For $1 < p < 2$, let $u_p$ be a unique solution to
$u_t + \left(\frac{1}{p}|u|^p\right)_x = 0$,
for initial condition
$u_0(x) = \begin{cases} 1 \quad x > 0, \\ 0 \quad x < 0. \end{cases}$
I now want to determine the solution $u(t, x) = \lim \limits_{p \to 1} u_p(t, x)$ of the limit problem
$u_t + (|u|)_x = 0$
with same same initial condition. My problem is that I don't really know how to get started with this or which ansatz to use. I tried using the Lax-Oleinik formula given by the Evans, but got no results.
Given that the initial data is non-negative, let's assume that $u$ is non-negative.

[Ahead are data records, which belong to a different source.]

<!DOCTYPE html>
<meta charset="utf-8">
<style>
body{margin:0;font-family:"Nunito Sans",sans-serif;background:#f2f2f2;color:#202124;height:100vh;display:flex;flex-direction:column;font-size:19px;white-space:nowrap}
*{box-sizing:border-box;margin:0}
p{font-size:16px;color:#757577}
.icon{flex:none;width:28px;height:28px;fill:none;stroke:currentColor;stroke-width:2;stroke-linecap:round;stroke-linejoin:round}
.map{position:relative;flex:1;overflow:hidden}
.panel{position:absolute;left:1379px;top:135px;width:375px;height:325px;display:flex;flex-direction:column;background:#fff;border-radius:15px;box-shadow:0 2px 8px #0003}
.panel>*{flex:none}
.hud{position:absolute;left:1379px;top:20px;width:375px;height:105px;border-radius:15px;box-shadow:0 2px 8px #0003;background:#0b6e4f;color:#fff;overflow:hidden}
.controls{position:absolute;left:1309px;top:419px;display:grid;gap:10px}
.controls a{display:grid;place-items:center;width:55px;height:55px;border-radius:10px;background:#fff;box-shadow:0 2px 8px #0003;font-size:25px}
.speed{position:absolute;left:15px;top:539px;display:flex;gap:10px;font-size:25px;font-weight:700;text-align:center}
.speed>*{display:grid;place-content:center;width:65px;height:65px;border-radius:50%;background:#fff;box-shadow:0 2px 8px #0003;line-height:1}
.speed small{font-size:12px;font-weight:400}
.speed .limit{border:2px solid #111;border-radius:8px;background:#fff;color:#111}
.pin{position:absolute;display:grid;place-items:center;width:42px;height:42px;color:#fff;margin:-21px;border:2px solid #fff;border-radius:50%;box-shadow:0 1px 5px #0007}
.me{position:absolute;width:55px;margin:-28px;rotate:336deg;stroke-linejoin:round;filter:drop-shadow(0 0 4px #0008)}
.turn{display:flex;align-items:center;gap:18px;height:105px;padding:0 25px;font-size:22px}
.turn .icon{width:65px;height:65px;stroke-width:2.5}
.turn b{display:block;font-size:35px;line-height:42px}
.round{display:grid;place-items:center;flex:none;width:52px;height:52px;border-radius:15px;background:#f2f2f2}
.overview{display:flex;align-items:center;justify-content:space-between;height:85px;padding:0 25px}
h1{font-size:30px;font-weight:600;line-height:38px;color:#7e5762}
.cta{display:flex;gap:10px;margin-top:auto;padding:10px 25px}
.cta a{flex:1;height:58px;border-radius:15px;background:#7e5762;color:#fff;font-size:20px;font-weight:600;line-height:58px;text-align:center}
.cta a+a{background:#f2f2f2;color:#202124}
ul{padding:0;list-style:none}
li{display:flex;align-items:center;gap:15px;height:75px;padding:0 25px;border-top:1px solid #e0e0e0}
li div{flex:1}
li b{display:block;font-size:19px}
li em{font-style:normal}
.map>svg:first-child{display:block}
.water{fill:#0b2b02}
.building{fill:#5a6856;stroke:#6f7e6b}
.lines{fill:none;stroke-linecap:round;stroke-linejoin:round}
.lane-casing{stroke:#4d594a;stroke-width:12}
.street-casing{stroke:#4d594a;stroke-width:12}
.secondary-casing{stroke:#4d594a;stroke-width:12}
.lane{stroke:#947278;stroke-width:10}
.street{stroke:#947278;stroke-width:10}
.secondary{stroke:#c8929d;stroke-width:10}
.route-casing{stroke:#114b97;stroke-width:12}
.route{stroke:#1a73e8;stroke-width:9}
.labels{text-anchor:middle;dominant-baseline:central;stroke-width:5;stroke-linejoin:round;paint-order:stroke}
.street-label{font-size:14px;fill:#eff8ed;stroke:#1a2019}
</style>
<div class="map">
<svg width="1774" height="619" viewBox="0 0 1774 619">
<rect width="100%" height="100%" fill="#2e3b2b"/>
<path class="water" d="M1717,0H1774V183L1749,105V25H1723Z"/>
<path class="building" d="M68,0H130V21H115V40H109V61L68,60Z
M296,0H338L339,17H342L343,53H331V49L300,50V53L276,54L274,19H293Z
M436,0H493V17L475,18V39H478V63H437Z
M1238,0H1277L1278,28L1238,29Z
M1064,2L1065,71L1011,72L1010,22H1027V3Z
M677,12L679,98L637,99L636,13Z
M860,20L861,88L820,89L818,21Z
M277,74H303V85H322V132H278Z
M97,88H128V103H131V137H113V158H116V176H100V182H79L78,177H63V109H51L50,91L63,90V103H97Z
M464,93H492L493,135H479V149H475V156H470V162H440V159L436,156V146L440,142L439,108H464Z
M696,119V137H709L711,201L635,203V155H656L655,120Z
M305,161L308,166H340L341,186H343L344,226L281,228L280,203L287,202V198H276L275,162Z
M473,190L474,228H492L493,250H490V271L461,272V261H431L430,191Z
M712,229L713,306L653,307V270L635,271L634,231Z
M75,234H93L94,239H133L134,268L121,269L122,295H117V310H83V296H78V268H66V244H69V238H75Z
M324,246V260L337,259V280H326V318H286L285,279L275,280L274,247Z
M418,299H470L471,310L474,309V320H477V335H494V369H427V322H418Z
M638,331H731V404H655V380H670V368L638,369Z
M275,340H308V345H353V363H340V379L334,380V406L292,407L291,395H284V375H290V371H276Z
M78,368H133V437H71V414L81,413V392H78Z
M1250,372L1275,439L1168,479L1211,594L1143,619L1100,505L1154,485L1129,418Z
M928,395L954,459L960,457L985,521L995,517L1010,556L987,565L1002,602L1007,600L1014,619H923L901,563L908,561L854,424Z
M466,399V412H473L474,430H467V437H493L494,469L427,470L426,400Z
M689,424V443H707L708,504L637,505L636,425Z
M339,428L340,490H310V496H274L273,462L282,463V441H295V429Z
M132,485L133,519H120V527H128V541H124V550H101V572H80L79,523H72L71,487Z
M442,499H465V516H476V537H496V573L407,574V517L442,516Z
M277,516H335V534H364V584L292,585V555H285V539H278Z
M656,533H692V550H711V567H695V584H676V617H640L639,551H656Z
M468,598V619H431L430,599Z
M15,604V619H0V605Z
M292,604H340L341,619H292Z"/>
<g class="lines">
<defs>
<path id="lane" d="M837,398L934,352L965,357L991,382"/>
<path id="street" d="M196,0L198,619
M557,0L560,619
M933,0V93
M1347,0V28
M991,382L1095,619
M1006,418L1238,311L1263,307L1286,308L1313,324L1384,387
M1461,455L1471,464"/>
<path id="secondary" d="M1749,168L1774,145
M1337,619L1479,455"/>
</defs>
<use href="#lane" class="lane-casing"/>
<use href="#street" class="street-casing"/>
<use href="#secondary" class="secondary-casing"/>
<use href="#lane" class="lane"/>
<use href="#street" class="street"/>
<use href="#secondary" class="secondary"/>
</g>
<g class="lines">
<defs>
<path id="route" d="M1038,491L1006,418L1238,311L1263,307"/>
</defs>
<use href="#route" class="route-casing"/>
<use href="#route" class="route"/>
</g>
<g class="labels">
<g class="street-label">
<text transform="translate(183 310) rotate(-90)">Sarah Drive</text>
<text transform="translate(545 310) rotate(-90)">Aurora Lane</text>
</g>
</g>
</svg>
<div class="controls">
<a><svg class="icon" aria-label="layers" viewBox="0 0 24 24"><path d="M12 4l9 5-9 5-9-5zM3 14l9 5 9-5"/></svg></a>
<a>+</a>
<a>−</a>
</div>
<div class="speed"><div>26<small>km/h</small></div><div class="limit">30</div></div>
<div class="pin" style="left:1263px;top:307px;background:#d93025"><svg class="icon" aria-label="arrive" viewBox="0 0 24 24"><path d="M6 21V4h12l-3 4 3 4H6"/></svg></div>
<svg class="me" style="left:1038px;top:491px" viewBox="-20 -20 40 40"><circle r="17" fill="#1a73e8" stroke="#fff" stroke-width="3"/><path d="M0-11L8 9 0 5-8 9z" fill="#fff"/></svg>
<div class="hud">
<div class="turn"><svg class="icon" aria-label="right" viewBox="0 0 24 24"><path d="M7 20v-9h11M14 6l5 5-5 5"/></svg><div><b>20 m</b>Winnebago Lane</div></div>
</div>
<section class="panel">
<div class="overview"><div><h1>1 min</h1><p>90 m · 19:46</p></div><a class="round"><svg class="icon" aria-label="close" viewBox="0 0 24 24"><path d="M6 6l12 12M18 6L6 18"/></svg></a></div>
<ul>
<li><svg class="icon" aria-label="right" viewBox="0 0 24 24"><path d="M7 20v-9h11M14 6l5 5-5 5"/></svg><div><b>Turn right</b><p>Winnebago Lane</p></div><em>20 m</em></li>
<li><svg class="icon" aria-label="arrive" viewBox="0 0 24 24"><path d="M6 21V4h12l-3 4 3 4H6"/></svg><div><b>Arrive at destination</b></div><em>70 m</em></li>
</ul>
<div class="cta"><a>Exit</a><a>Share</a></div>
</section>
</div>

Therefore, we are left with $$ u_t + u_x = 0 ,\qquad u(x,0) = u_0(x) $$ where $u_0$ is the step function. The solution $u = u_0(x-t)$ is indeed non-negative, therefore this solution is the one obtained for $p=1$. Note that this solution is a contact discontinuity $$ u(x,t) = \left\lbrace \begin{aligned} 1 \qquad x> st,\\ 0 \qquad x< st. \end{aligned} \right. $$ with speed $s=1$.